Structure and camera calibration from active correspondence of lines and intersection points

Many applications, e.g., motion planning, virtual reality, CAD, vehicle navigation, object recognition, photogrammetry, remote sensing, etc., all require a geometrical representation of the three dimensional structure of a scene. In this dissertation we study the problem of determining the 3D structure of a scene given images of it from various views.;We built Biclops a two camera directed vision system. Each camera is mounted on a Pan-Tilt Unit which can be independently controlled. Biclops is built as a tool so that it can be picked up by an industrial robot. This eye in hand system is used to find the structure of the scene. Two robots are mounted on a Robot Transport Unit (RTU) on either end. We use lines in the images and find their intersection points and use them to make the necessary correspondence between the points in different views. Lines and point features and their corresponding entities are used to determine the 3D structure of the scene. The 3D structure is transferred to the other robot space for it to access the objects in the scene.;The accuracy of 3D structure of the scene found is dependent on the accuracy of the various parameters of the underlined equipment.

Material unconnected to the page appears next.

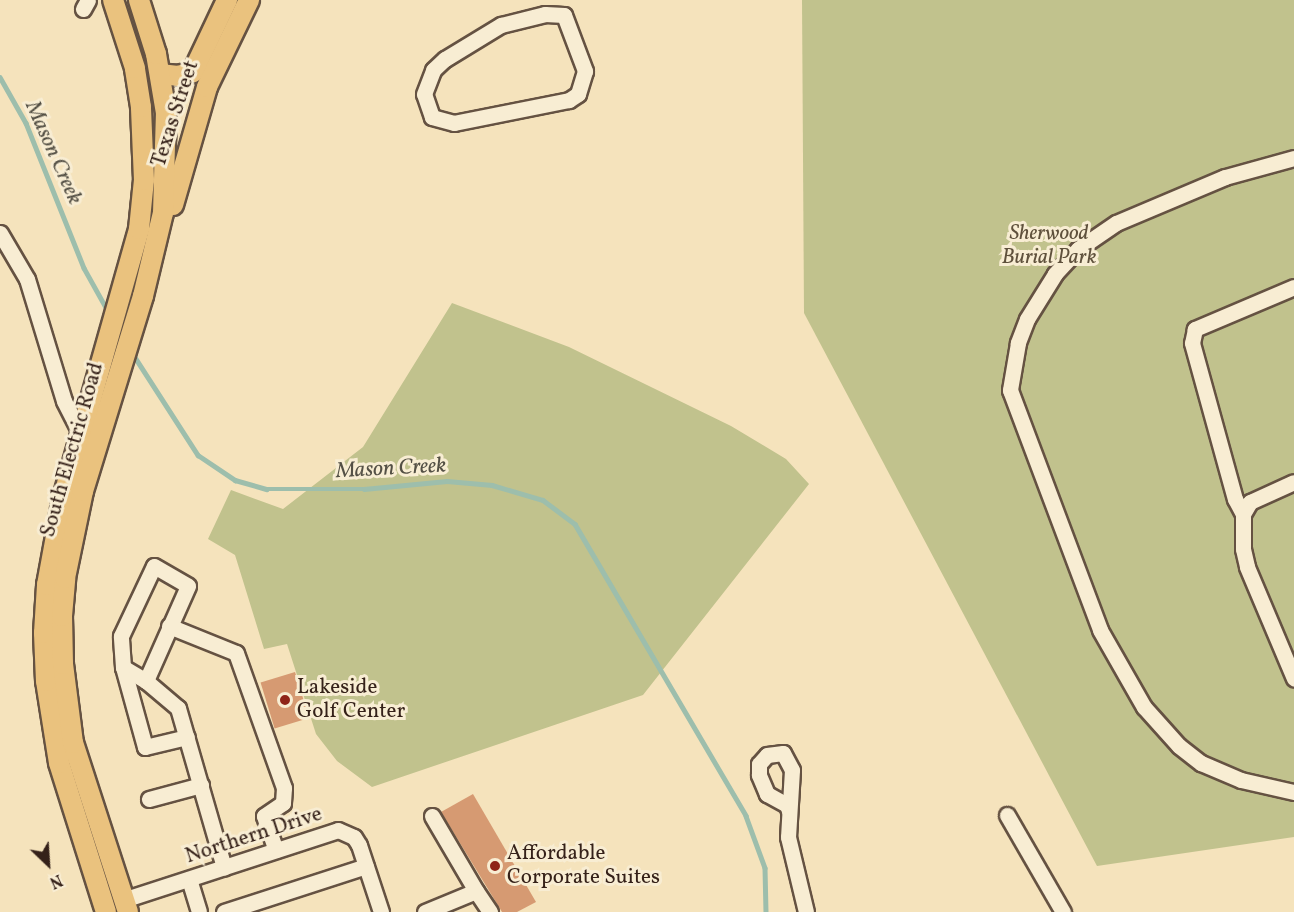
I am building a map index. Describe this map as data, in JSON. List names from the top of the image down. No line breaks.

We go a step further to improve the accuracy of the parameters of various equipments used. We developed a new method called ViCKi (virtual close loop kinematic method) to calibrate the industrial robots and the RTU equipment using a laser pointer. We also calibrate the pan tilt units of the Biclops using the laser pointer tool. Various experiments are done to show the accuracy of the calibration methods. This calibrated equipment is used to find the 3D structure of a scene. Various experiments are done to prove the concept that using lines and intersection points are better than using the traditional corner features. The robot uses this 3D structure to pick up the objects. We also used the lines and intersection points to find a track painted on the ground. A robotic mobile platform is used and a vision system is built. The vision system takes pictures of the track and finds its 3D location. The RMP plans it trajectory to follow the track without losing the track out of sight.